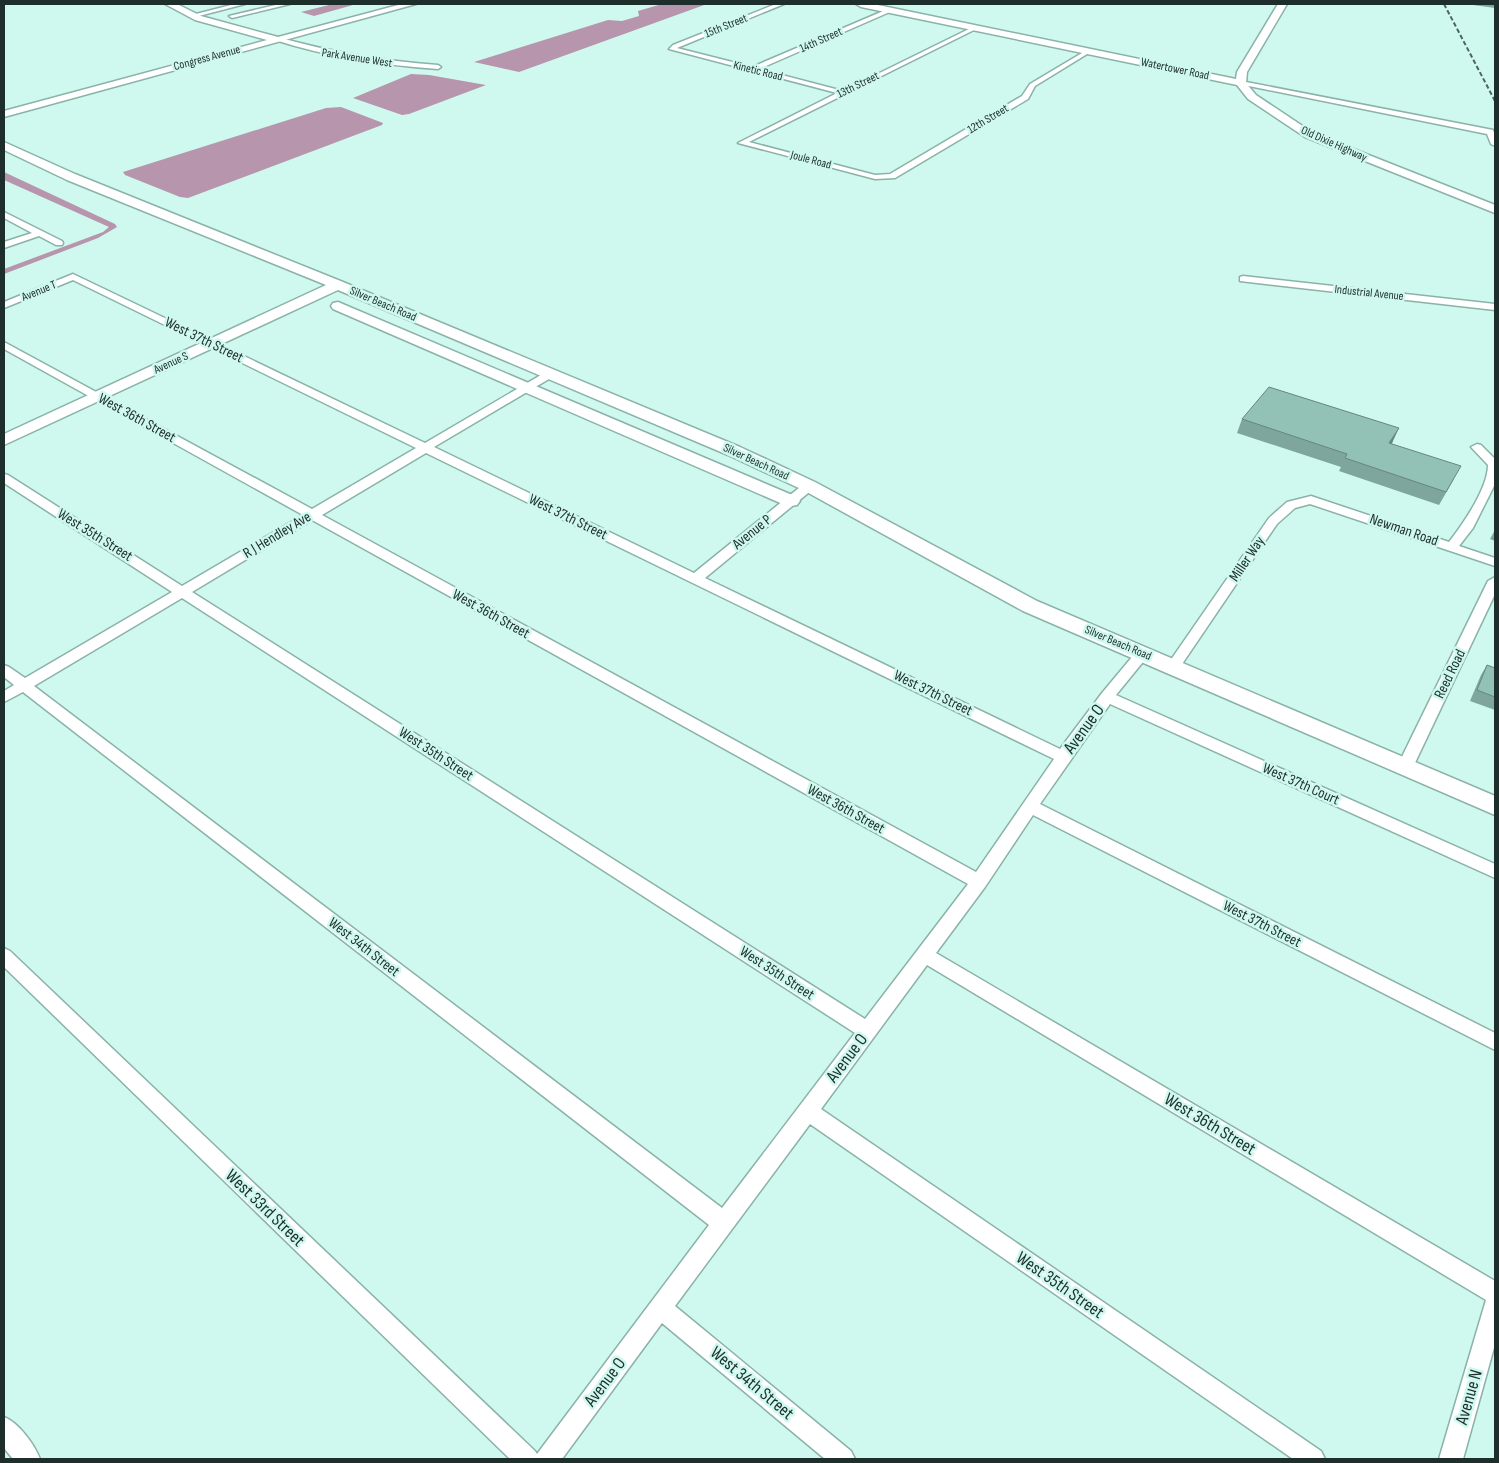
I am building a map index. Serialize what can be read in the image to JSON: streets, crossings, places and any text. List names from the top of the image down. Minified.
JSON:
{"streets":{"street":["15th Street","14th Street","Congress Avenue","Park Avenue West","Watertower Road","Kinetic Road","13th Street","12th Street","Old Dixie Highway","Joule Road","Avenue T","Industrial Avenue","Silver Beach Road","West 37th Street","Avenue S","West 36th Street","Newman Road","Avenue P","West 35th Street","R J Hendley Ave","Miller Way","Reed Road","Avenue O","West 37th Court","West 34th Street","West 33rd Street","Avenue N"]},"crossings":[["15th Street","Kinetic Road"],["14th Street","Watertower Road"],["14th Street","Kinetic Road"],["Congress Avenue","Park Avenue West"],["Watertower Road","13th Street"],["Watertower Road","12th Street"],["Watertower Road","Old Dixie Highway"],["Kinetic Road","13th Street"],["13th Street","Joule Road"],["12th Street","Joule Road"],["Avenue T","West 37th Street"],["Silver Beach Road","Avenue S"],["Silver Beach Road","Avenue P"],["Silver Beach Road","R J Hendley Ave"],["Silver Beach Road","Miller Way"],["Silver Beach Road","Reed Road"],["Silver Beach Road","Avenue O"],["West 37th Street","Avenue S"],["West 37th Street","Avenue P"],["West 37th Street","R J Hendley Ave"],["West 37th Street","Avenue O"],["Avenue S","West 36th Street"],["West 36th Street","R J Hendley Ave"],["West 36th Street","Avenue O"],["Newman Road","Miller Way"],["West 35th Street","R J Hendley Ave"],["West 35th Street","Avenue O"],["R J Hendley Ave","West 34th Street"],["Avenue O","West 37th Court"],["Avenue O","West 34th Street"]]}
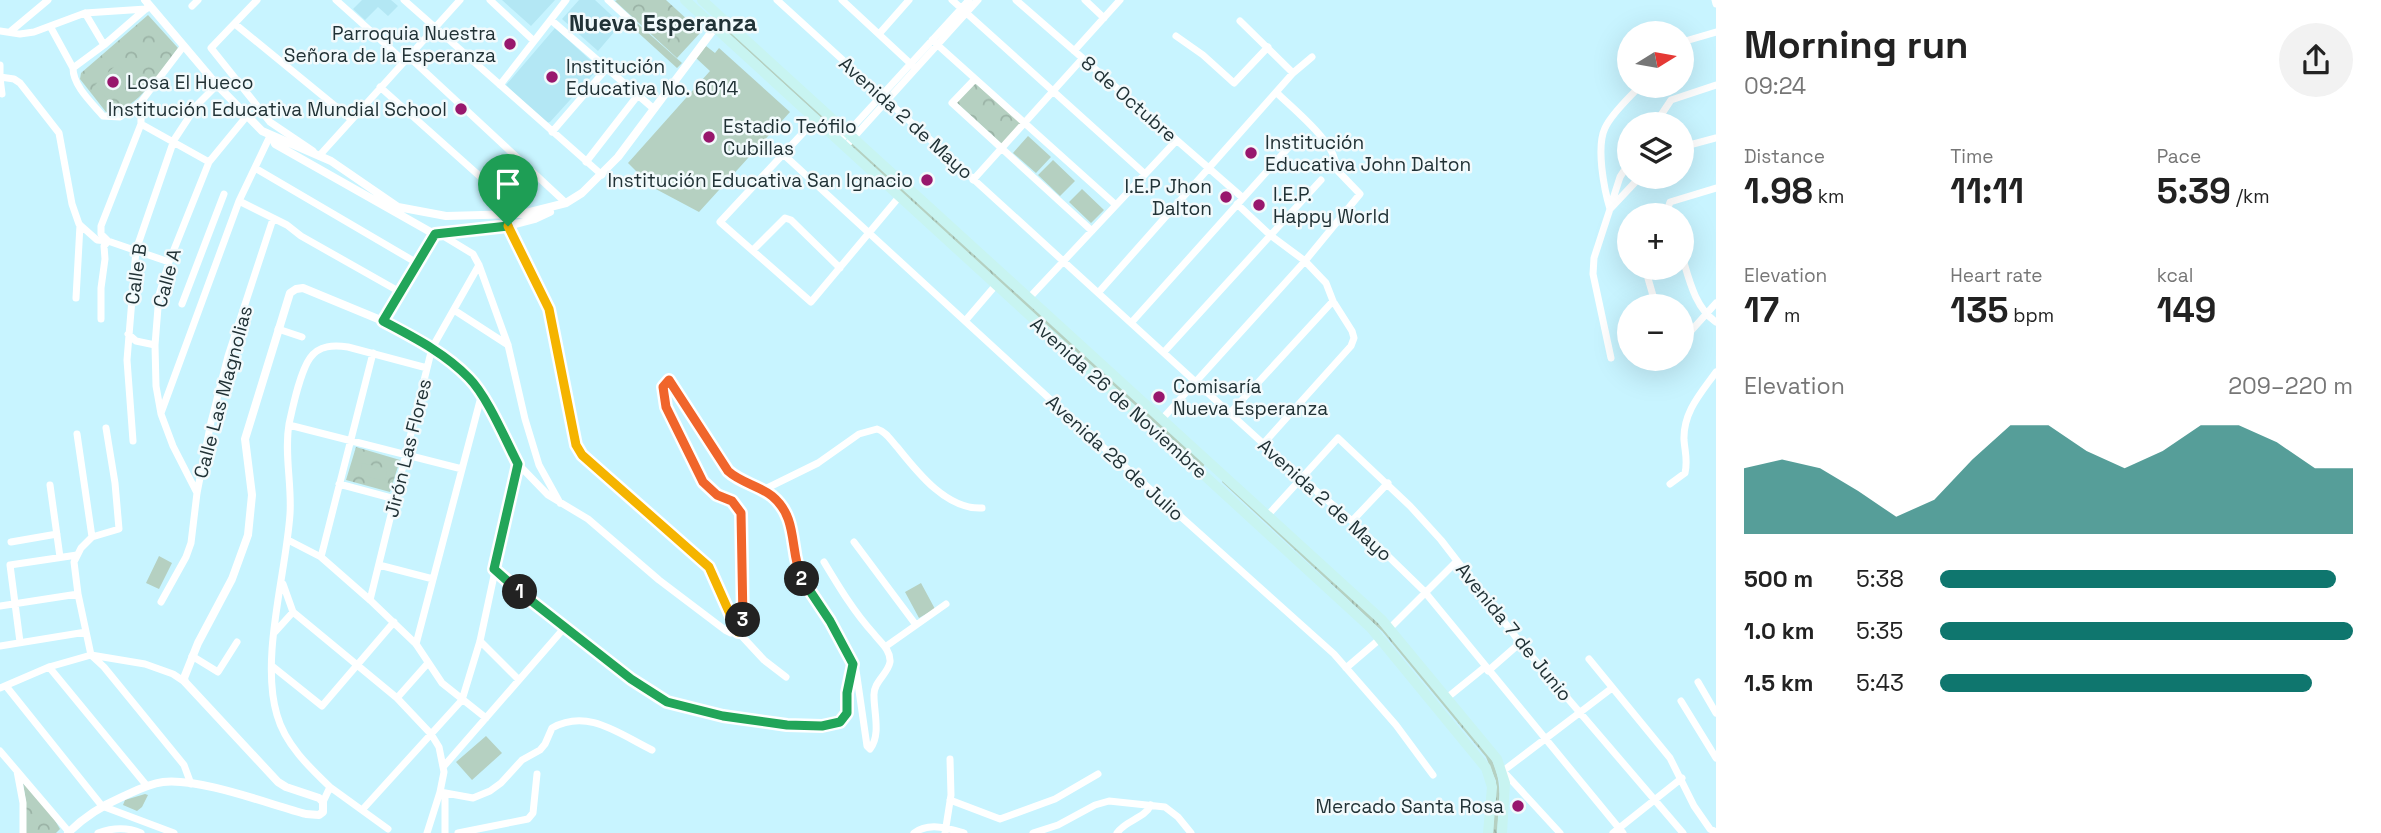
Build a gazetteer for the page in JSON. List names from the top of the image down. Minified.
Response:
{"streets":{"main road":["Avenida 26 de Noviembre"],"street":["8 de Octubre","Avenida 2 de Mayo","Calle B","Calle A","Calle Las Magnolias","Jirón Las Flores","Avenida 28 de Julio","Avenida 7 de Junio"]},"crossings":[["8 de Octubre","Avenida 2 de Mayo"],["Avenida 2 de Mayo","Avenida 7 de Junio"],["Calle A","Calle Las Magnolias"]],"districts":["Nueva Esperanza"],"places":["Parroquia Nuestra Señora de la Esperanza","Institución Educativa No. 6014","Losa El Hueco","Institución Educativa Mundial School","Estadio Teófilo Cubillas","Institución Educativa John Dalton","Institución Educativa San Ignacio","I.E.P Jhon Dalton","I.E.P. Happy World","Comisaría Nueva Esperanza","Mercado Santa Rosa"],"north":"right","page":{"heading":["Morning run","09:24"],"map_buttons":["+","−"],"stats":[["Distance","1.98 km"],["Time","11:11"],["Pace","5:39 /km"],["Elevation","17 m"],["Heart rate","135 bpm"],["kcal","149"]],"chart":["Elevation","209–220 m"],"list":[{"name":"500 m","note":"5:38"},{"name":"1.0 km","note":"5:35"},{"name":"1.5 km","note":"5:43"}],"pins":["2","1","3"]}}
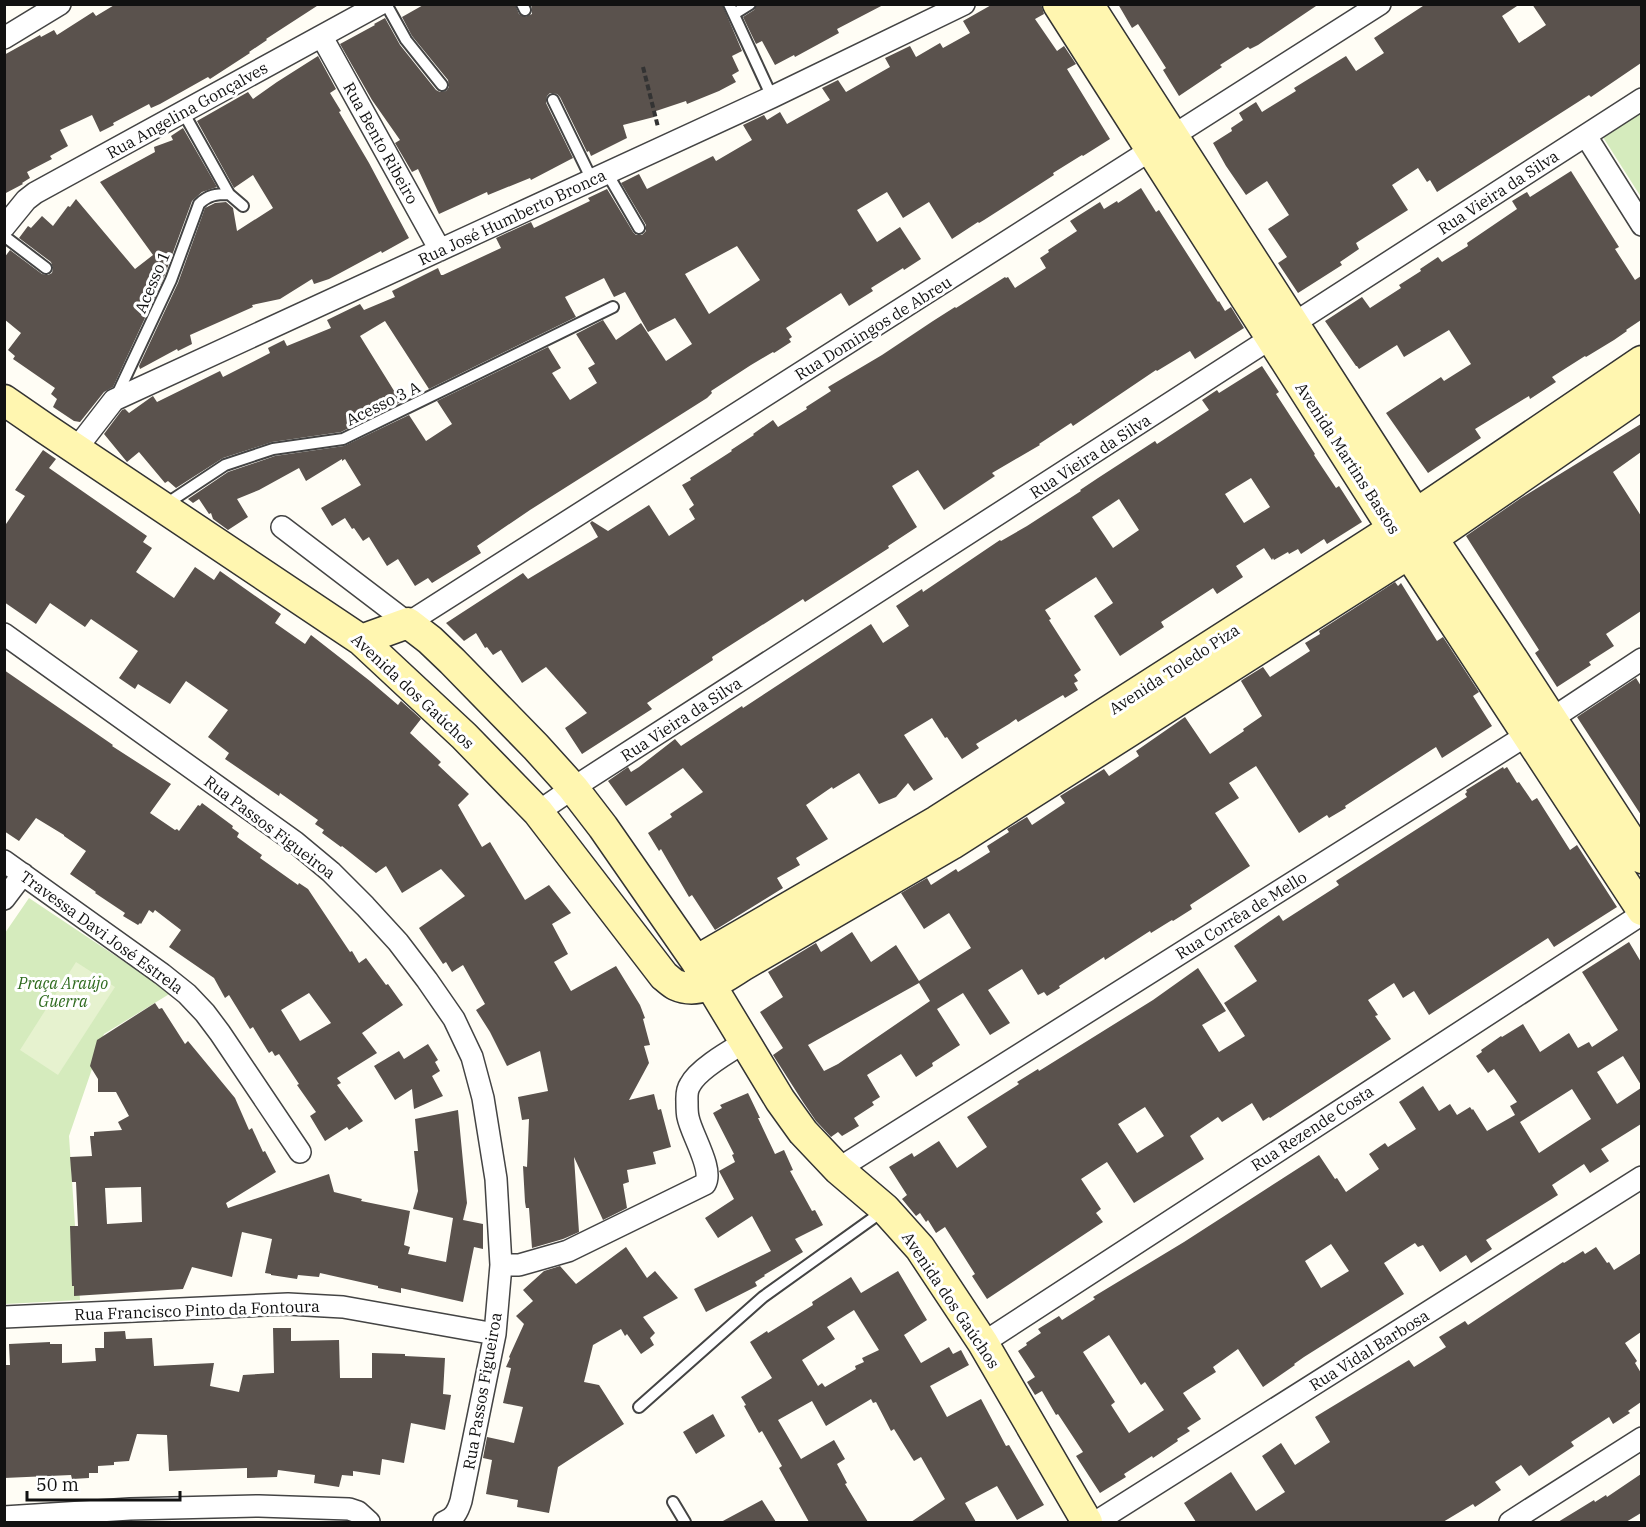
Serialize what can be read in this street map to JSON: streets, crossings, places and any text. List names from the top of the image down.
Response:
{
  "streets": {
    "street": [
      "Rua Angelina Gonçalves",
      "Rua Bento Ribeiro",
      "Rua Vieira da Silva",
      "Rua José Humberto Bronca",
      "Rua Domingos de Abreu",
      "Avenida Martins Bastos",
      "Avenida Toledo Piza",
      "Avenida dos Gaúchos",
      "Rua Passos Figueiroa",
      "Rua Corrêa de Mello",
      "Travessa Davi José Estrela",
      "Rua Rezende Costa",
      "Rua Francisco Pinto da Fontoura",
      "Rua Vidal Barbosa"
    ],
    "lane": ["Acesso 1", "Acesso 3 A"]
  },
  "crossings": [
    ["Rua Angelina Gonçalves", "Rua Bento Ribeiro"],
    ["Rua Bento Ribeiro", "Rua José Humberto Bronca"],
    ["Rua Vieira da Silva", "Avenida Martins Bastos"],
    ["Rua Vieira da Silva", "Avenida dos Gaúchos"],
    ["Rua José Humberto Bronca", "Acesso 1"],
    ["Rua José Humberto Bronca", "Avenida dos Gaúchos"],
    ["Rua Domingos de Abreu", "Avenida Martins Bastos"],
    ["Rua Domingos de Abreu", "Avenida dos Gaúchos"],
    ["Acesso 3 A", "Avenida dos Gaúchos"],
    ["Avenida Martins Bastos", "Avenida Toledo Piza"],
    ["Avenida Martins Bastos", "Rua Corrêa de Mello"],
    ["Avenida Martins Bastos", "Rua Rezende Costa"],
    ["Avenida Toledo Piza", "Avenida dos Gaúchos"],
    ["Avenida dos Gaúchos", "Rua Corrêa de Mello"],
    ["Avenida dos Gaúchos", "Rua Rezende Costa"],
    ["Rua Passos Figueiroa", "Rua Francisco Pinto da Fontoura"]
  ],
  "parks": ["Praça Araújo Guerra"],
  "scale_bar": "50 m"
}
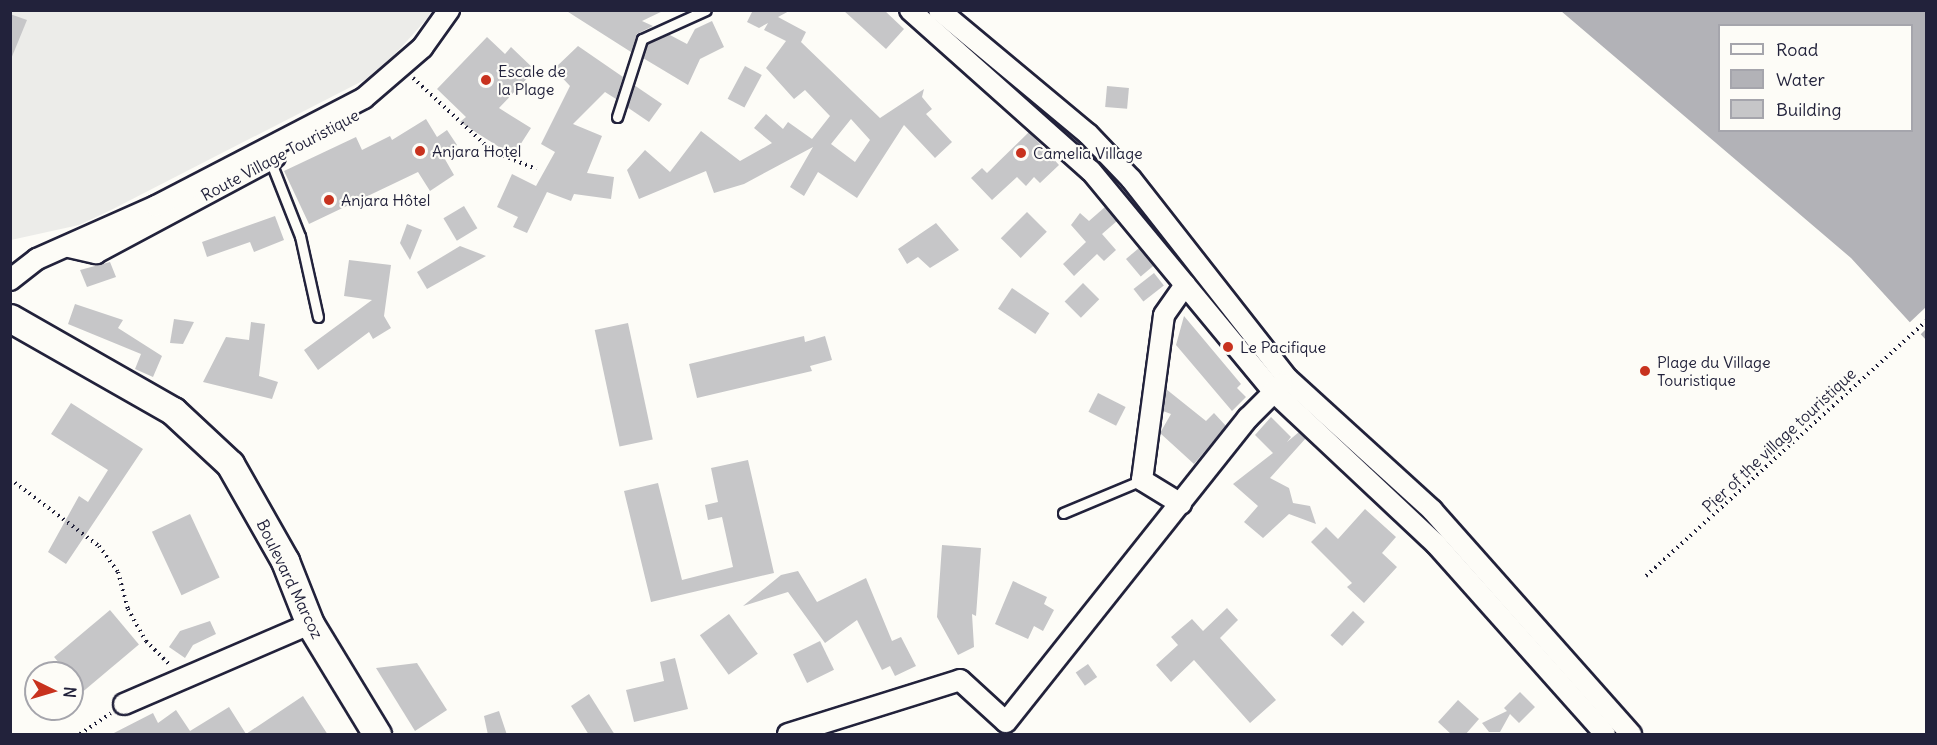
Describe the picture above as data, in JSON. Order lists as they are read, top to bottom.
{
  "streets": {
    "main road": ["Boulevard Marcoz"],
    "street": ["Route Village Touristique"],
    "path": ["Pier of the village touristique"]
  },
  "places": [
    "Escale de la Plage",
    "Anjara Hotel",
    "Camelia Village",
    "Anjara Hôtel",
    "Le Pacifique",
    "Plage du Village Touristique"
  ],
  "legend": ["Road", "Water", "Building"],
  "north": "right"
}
-.-.-
• _BRIEF_:
Check each line of the records for the word "Piza" and extract those that contain it.

• _RESULT OF THIS TASK_:
      "Avenida Toledo Piza",
    ["Avenida Martins Bastos", "Avenida Toledo Piza"],
    ["Avenida Toledo Piza", "Avenida dos Gaúchos"],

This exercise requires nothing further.